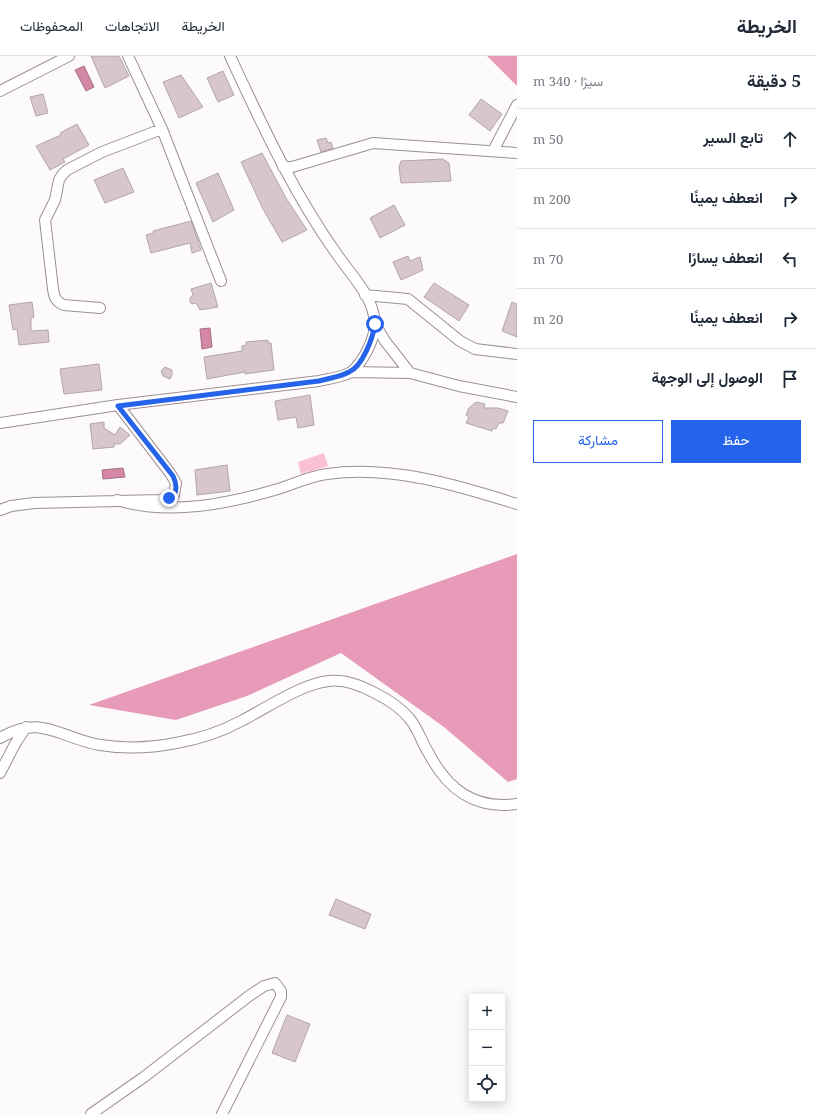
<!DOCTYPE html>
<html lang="ar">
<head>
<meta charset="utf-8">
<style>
  body { margin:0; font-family:"Noto Serif",Vazirmatn,serif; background:#f2f2f3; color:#1f2937; direction:rtl }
  .controls { position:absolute; right:12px; bottom:12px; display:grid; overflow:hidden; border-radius:0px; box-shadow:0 2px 10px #0003 }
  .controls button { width:36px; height:36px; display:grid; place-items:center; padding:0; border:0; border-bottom:1px solid #e0e1e3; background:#fff; color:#1f2937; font:20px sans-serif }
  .stop { position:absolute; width:12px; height:12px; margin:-9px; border:3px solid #2563eb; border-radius:50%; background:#fff }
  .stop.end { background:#2563eb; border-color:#fff; box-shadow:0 1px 4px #0008 }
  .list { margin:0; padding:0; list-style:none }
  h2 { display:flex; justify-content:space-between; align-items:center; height:52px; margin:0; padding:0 16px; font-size:17px }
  h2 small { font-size:13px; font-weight:400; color:#747a83 }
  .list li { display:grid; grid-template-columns:26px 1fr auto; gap:12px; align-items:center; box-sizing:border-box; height:60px; padding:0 16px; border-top:1px solid #e0e1e3 }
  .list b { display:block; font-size:15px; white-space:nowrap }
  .list em { font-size:13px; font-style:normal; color:#747a83 }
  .actions { display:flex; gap:8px; padding:12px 16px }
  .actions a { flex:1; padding:9px 0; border:1px solid #2563eb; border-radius:0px; text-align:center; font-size:14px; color:#2563eb }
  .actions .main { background:#2563eb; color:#fff }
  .icon { flex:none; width:22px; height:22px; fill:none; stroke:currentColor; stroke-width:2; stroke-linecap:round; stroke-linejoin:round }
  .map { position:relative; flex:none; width:517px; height:1058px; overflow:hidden; direction:ltr }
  header { display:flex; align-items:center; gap:24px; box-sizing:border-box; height:56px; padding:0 20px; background:#fff; border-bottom:1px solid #e0e1e3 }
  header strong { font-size:19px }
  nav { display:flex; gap:22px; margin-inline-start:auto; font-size:14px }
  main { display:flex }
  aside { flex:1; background:#fff }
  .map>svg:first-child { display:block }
</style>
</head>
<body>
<header>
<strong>الخريطة</strong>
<nav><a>الخريطة</a><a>الاتجاهات</a><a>المحفوظات</a></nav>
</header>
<main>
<aside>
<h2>5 دقيقة<small>سيرًا · 340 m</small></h2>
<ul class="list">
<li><svg class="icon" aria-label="ahead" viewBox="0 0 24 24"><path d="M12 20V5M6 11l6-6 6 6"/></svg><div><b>تابع السير</b></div><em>50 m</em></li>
<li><svg class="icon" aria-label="right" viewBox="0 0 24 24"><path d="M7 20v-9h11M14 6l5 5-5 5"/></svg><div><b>انعطف يمينًا</b></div><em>200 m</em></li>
<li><svg class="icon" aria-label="left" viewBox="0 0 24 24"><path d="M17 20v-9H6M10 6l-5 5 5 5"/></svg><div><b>انعطف يسارًا</b></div><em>70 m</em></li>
<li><svg class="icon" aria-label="right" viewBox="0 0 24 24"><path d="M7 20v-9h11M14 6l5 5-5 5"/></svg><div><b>انعطف يمينًا</b></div><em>20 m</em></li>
<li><svg class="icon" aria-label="arrive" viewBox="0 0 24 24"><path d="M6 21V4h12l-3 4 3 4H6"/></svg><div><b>الوصول إلى الوجهة</b></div></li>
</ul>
<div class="actions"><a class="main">حفظ</a><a>مشاركة</a></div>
</aside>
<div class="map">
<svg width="517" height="1058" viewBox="0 0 517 1058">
  <rect width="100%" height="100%" fill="#fdfafb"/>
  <path fill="#fbc0d6" d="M324,397L328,410L301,418L298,406Z"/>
  <path fill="#e89bb9" d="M487,0H517V30Z
    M517,498V723L508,726L444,671L341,597L247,640L176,664L89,649Z"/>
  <path fill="#d488a6" stroke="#a66f85" d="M84,10L94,31L86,35L75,14Z
    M210,272L212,291L202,293L200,273Z
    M123,412L125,421L103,423L102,414Z"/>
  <path fill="#d7c7cd" stroke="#b4a5aa" d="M91,0H119L129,20L105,32Z
    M223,15L234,39L218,46L207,22Z
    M181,19L203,51L179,62L163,26Z
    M43,38L48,57L36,60L30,41Z
    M481,43L502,58L490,75L469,59Z
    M77,68L89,89L63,103L65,106L50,114L36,90L61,79L60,77Z
    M326,82L328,87L331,86L333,92L321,96L317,84Z
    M262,97L286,142L307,174L282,186L263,153L241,106Z
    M443,103L449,107L451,125L401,127L399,111L401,105Z
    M123,112L134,136L105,147L94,124Z
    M218,117L234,154L213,166L196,127Z
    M394,149L405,169L380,182L370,162Z
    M191,165L201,194L192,197L190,187L151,197L146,179L153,177V175Z
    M408,200L410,205L420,201L423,214L401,224L393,206Z
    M211,227L218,251L200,254L196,247L192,248L190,246V242L193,239L191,233Z
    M434,227L469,249L459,265L424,241Z
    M32,246L34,261L31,262V275L48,274L49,286L19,289L17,273L13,274L9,249Z
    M512,246L517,248V281L502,275Z
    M268,284V287H271L274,314L245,318V316L207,323L204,301L242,295V290L246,289V286Z
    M99,308L102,334L64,338L60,313Z
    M165,311L172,314V319L170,323L163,320L161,315Z
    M310,339L314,369L298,372L296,361L278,364L275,345Z
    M476,346L485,348L484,352H498L508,355L503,367H499L496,373L493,372L492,375L466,367L469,361L466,359L469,352Z
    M104,366V372L115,379L120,371L130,379L120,388H114V391L93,393L90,368Z
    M227,409L230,435L197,439L195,414Z
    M336,843L371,858L365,873L329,859Z
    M287,959L310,968L295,1006L272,997Z"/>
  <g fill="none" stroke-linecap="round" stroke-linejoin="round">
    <defs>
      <path id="minor" d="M128,0L162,73L221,225
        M0,35L69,0
        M493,95L517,49
        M283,111H292L373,87L517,97
        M365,239L408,243L460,285L475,293L517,298
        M100,252L64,249C56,246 54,241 53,233L45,164L55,144L59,124L62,119L67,114L102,96L162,73
        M375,268L385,285L410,317
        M351,316L410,317L459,330L517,341
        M0,367L118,349L319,325C328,323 343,321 351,316C363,307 375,282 375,268C374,243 355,223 341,204C295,141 263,71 230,0
        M117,444C169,460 227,448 278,433C294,428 310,420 327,418C391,409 457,429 517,448
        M0,454L11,450L34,447L160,444L169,442L174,439L176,427L170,417L118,349
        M0,682C42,657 59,682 100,689C125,693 151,692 176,687C199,683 221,676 241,665C265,653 303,627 329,625C344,623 362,630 375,637C387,643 400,651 409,662C418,672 421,685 428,696C447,733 474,754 517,748
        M0,717L15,688L26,671
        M91,1058L144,1021L249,940L264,930L275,927L281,935V941L222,1058"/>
    </defs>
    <use href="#minor" stroke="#9e8f94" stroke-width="12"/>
    <use href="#minor" stroke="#fff" stroke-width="10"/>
  </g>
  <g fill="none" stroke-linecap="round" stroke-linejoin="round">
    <path stroke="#2563eb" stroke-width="5" d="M169,442C178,439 177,428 173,420L118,350L319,325C329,322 340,321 349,316C363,310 373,281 375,268"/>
  </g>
</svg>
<div class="controls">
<button>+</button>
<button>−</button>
<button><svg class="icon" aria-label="locate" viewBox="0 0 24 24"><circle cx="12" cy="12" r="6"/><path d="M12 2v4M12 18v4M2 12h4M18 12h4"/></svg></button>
</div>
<div class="stop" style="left:375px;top:268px"></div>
<div class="stop end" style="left:169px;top:442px"></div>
</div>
</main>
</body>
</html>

..............................

Using the data above, report the number of lines that contain the string "auto", and only that number.

2